Le bio est-il écolo ?

Publié le par jack palmer

À l’occasion de la Semaine du développement durable, qui débute mercredi, l’Humanité passe en revue cinq questions d’actualité.

Importés parfois de l’autre bout de la planète, les produits bio se multiplient sur les rayons des magasins discount. Quel en est le contrecoup social et environnemental ? C’est la question que nous avons posée à Stéphane Bellon, chercheur et coordinateur du programme d’agriculture biologique de l’INRA.

Comment expliquer que les magasins discount parviennent à baisser les prix de produits bio dont la production est réputée coûteuse ?
Stéphane Bellon. Cette baisse ne concerne pas tous les produits, mais le fait est que, pour certains, l’offre s’est élargie. Et ce, pour trois raisons. 1 : l’augmentation du nombre de producteurs. En peu de temps, la situation a énormément changé. Ainsi, en trois ans, le Brésil est passé au rang de cinquième producteur mondial d’agriculture biologique. 2 : la progression des surfaces qui lui sont consacrées. L’Australie lui dédie aujourd’hui 12 millions d’hectares… 3 : la diversification des lieux de distribution et la valorisation du bio. Des produits qui se vendaient directement à la sortie de la ferme et sans label, il y a trente ans, sont aujourd’hui certifiés et distribués en grandes surfaces. Dans ce cadre, certains d’entre eux deviennent concurrentiels.

Mais quand 500 grammes de riz bio indien coûtent moins de 1,50 euro, est-ce le mode de production qui progresse ou le paysan indien qui est sous-payé ?
Stéphane Bellon. Le chercheur Marc Dufumier a réalisé une étude dans laquelle il compare la productivité du travail et qui révèle un différentiel de 1 à 200 entre les pays qui produisent le plus et ceux qui produisent le moins. En clair, quand la capacité de production d’un paysan de Casamance est de 1 tonne à l’hectare, celle d’un paysan du Michigan est de 5 tonnes par hectare sur une surface au reste bien plus grande. Fatalement, le paysan de Casamance ne tiendra pas la concurrence. Le bio ne change rien à cette réalité.

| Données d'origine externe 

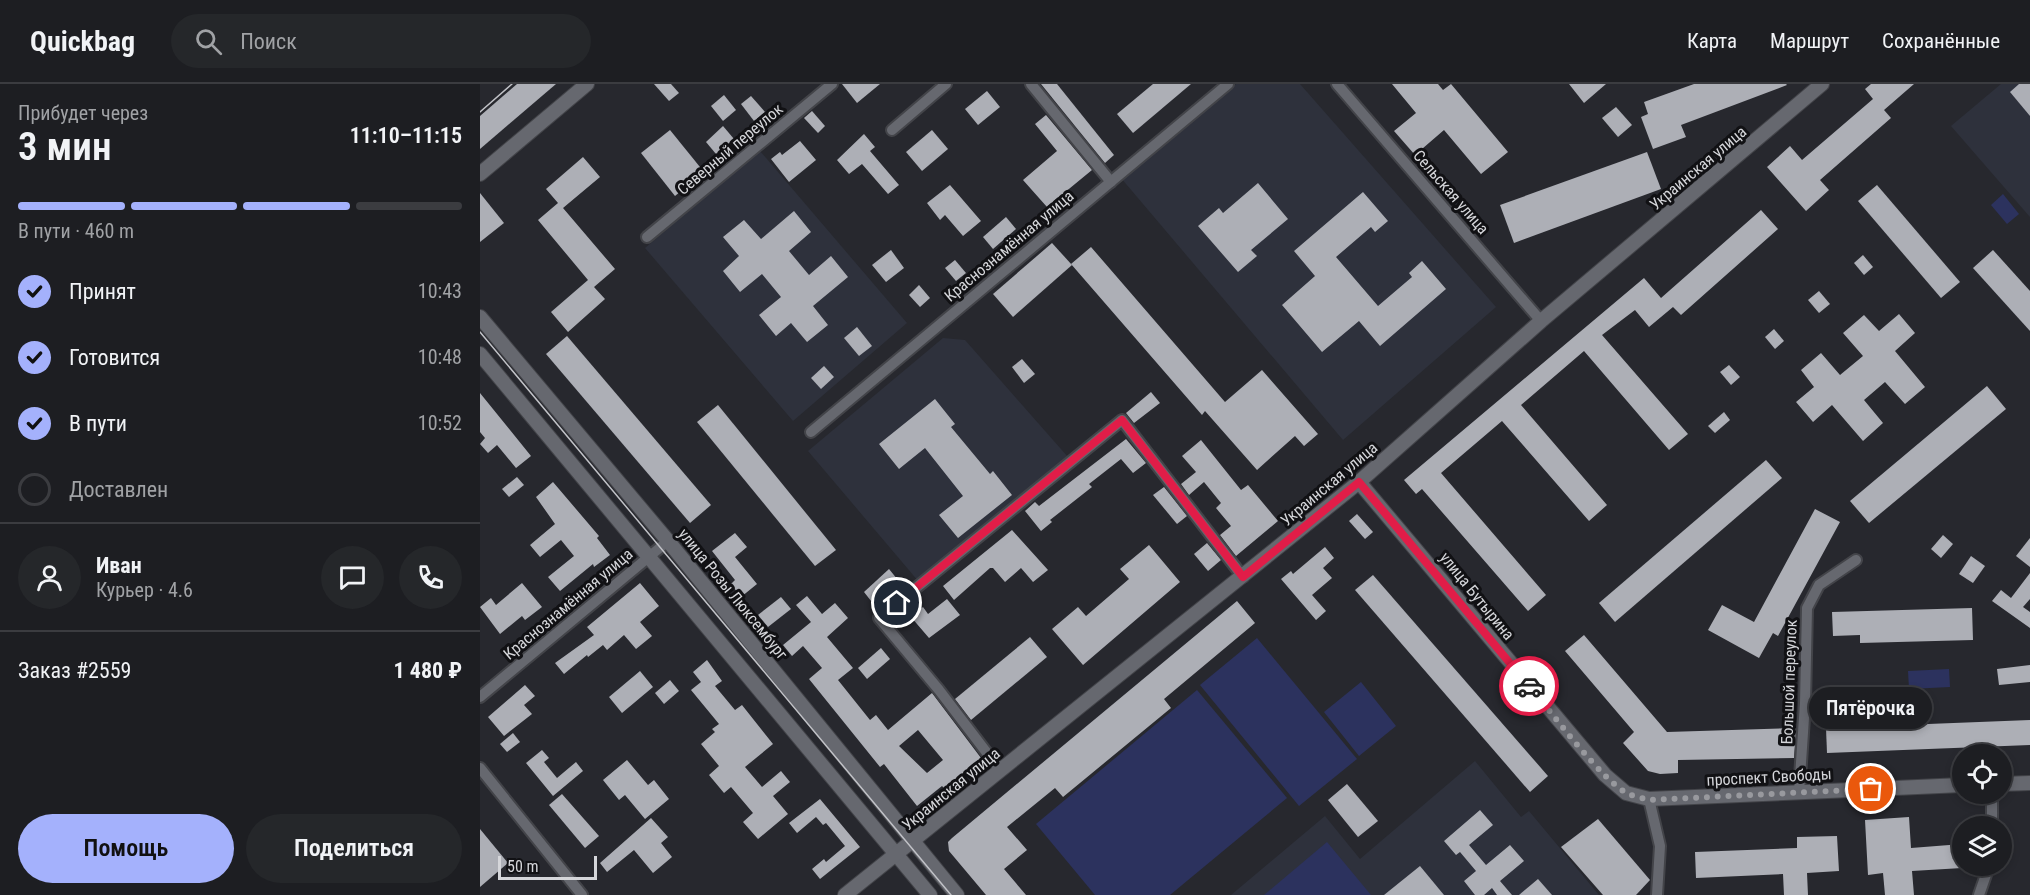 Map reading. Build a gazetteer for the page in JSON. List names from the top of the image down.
{
  "streets": {
    "street": [
      "Северный переулок",
      "Украинская улица",
      "Сельская улица",
      "Краснознамённая улица",
      "улица Розы Люксембург",
      "улица Бутырина",
      "Большой переулок",
      "проспект Свободы"
    ]
  },
  "crossings": [
    ["Украинская улица", "Сельская улица"],
    ["Украинская улица", "улица Розы Люксембург"],
    ["Украинская улица", "улица Бутырина"],
    ["Краснознамённая улица", "улица Розы Люксембург"],
    ["улица Бутырина", "проспект Свободы"],
    ["Большой переулок", "проспект Свободы"]
  ],
  "places": ["Пятёрочка"],
  "scale_bar": "50 m",
  "page": {
    "header": "Quickbag",
    "search": "Поиск",
    "nav": ["Карта", "Маршрут", "Сохранённые"],
    "heading": ["3 мин", "Прибудет через", "11:10–11:15"],
    "panel": [
      "Иван",
      "Курьер · 4.6",
      "Заказ #2559",
      "1 480 ₽"
    ],
    "bar": "В пути · 460 m",
    "list": [
      ["Принят", "10:43"],
      ["Готовится", "10:48"],
      ["В пути", "10:52"],
      "Доставлен"
    ],
    "bubble": "Пятёрочка",
    "buttons": ["Помощь", "Поделиться"],
    "scale": "50 m"
  }
} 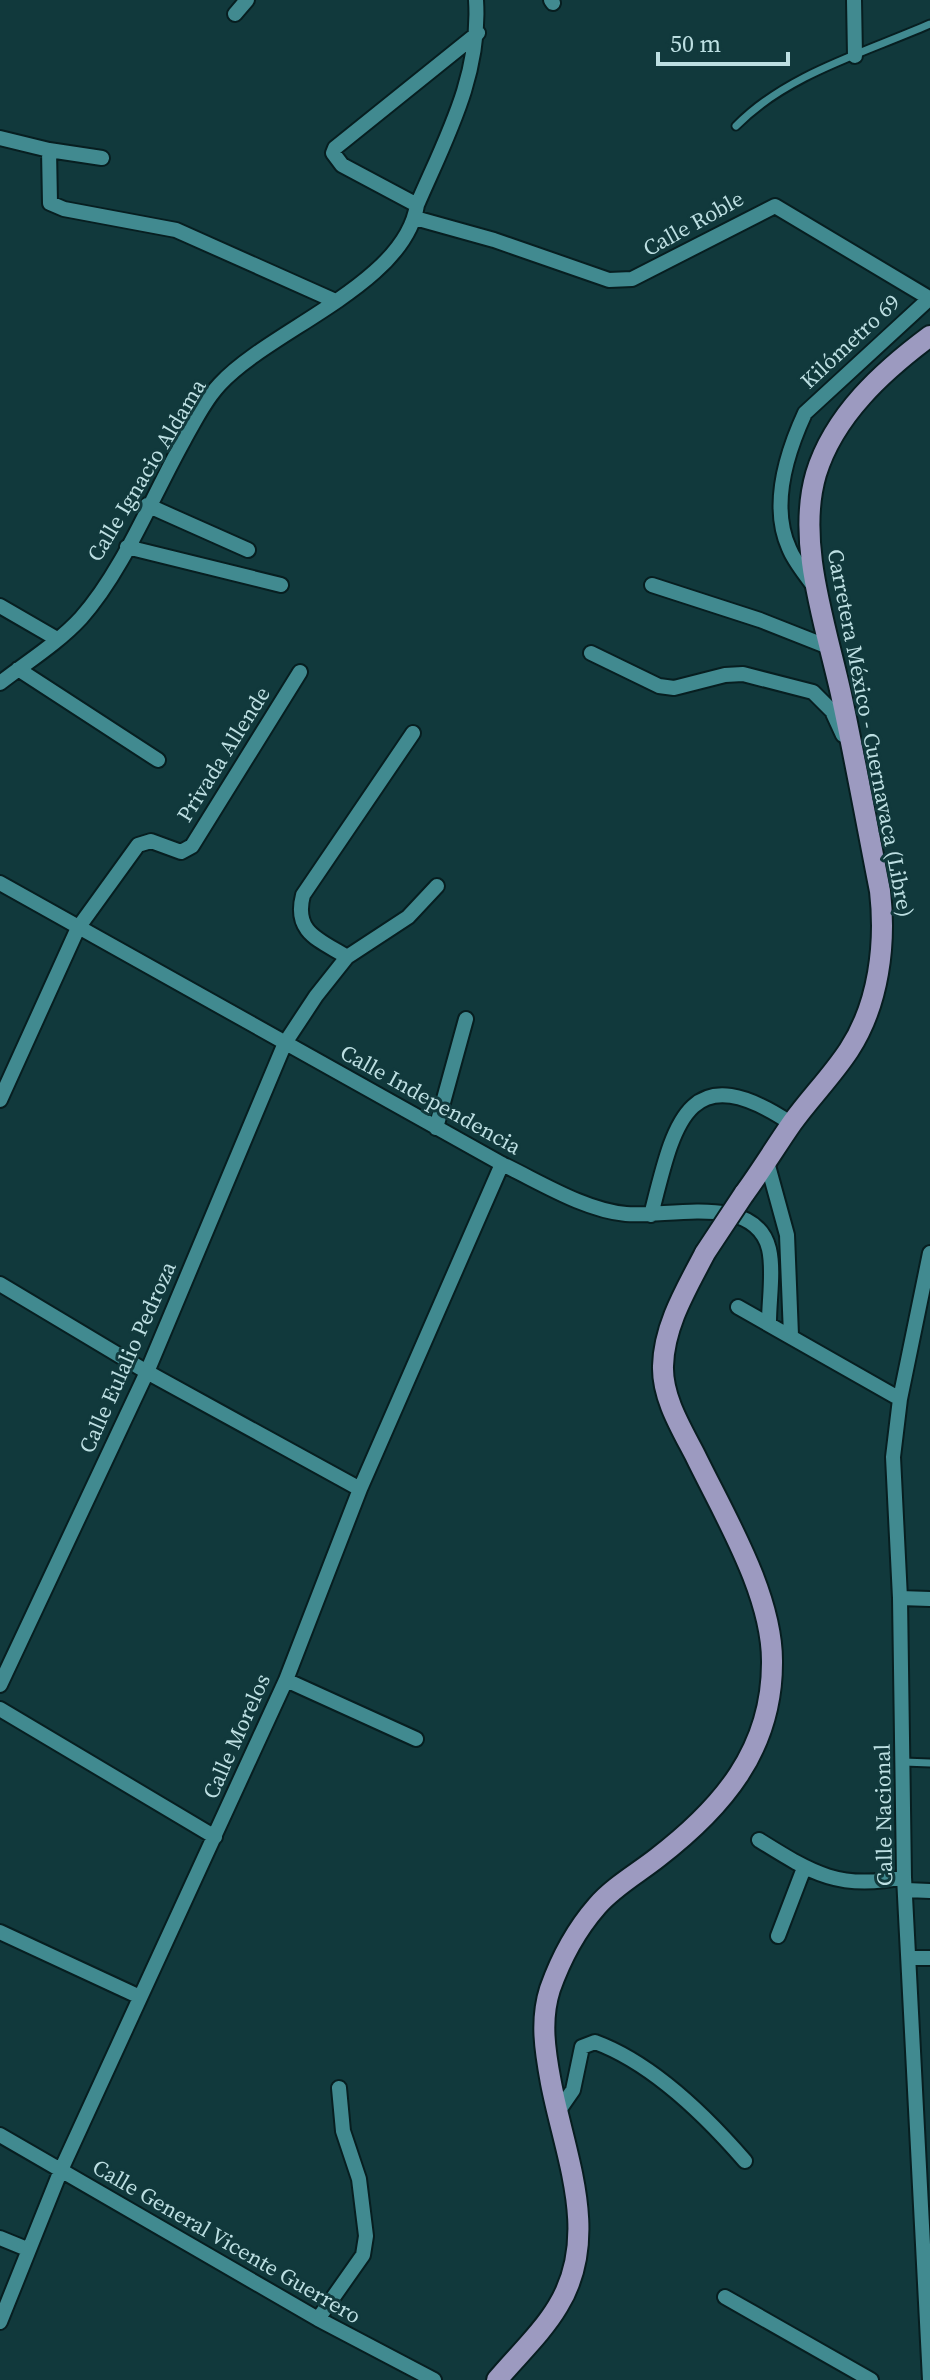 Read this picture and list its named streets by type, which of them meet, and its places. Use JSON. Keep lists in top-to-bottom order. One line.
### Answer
{"streets":{"main road":["Carretera México - Cuernavaca (Libre)"],"street":["Calle Roble","Kilómetro 69","Calle Ignacio Aldama","Privada Allende","Calle Independencia","Calle Eulalio Pedroza","Calle Morelos","Calle Nacional","Calle General Vicente Guerrero"]},"crossings":[["Calle Roble","Kilómetro 69"],["Calle Roble","Calle Ignacio Aldama"],["Kilómetro 69","Carretera México - Cuernavaca (Libre)"],["Privada Allende","Calle Independencia"],["Calle Independencia","Calle Eulalio Pedroza"],["Calle Independencia","Calle Morelos"],["Calle Morelos","Calle General Vicente Guerrero"]],"scale_bar":"50 m"} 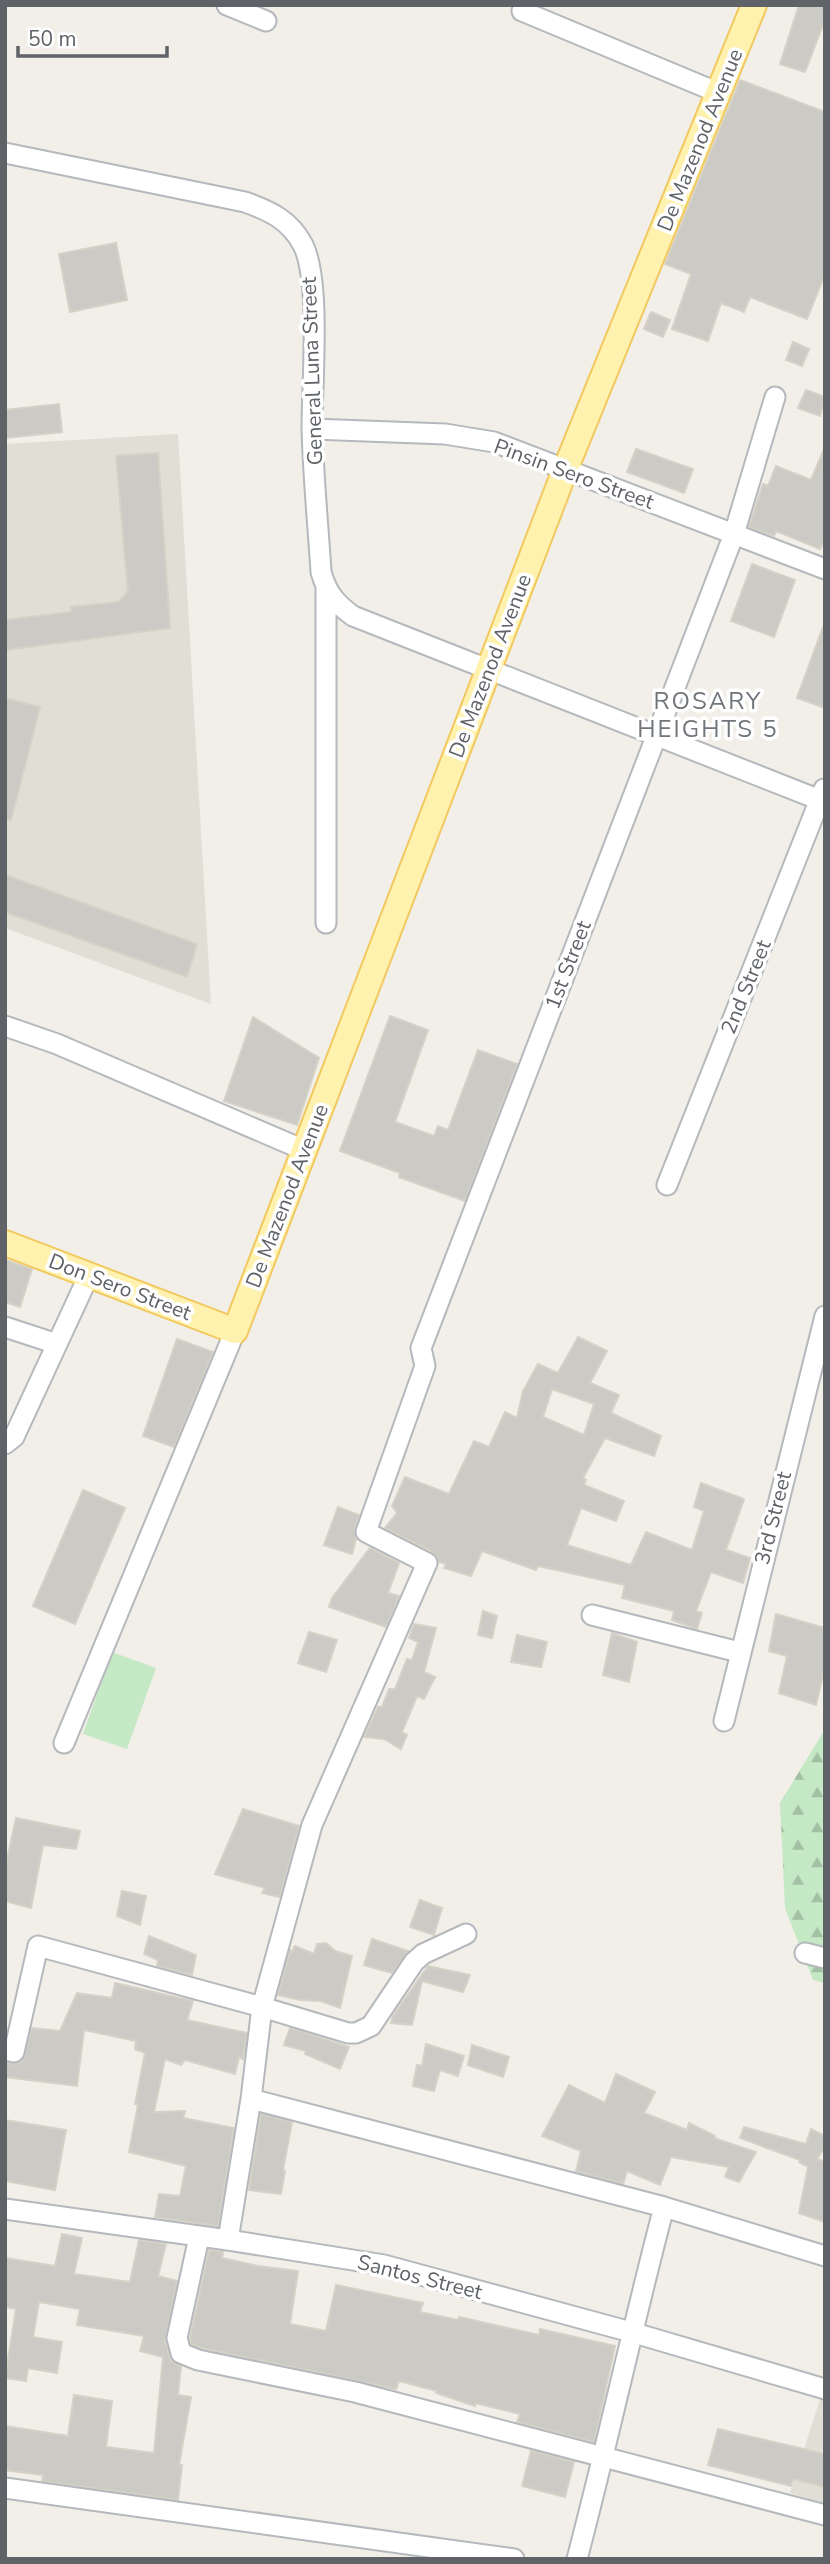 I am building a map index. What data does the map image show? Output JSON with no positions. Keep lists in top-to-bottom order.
{
  "streets": {
    "main road": ["De Mazenod Avenue", "Don Sero Street"],
    "street": [
      "General Luna Street",
      "Pinsin Sero Street",
      "1st Street",
      "2nd Street",
      "3rd Street",
      "Santos Street"
    ]
  },
  "crossings": [
    ["De Mazenod Avenue", "Pinsin Sero Street"],
    ["De Mazenod Avenue", "Don Sero Street"],
    ["General Luna Street", "Pinsin Sero Street"],
    ["Pinsin Sero Street", "1st Street"]
  ],
  "districts": ["ROSARY HEIGHTS 5"],
  "scale_bar": "50 m"
}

N’est-ce pas un dévoiement de son ambition, alors qu’on l’associe souvent au commerce équitable ?
Stéphane Bellon. On peut interpréter l’agriculture biologique de différente façon. Soit il ne s’agit que d’utiliser des intrants - engrais ou insecticides -, non chimiques, pour protéger et nourrir plantes et bêtes. C’est ce que disait l’ancien règlement. Le nouveau, voté en 2007, lui confère, en plus, le devoir de contribuer à la préservation de l’environnement et au bien-être animal. En revanche, sa vocation équitable n’y est pas explicite, même si l’on peut la deviner derrière l’idée de développement rural.

Dans quelle mesure l’importation de produits bio est-elle raisonnable, quand elle implique un « coût carbone » élevé ?
Stéphane Bellon. Il faut distinguer les produits pour lesquels l’importation est un mal nécessaire de ceux pour lesquels elle devrait être évitée. Mieux respecter la saisonnalité permettrait de ne pas importer des haricots verts du Kenya en hiver… Cela dit, il faut aussi se demander si le local est toujours « biotifful » et veiller à ce que certaines régions ne soient pas lésées. Au total, si l’on admet que l’agriculture doit faire des transitions pour devenir plus écolo, le bio est une lueur d’espoir. Plus son niveau d’exigence sera élevé, plus il tirera les autres agricultures vers le haut.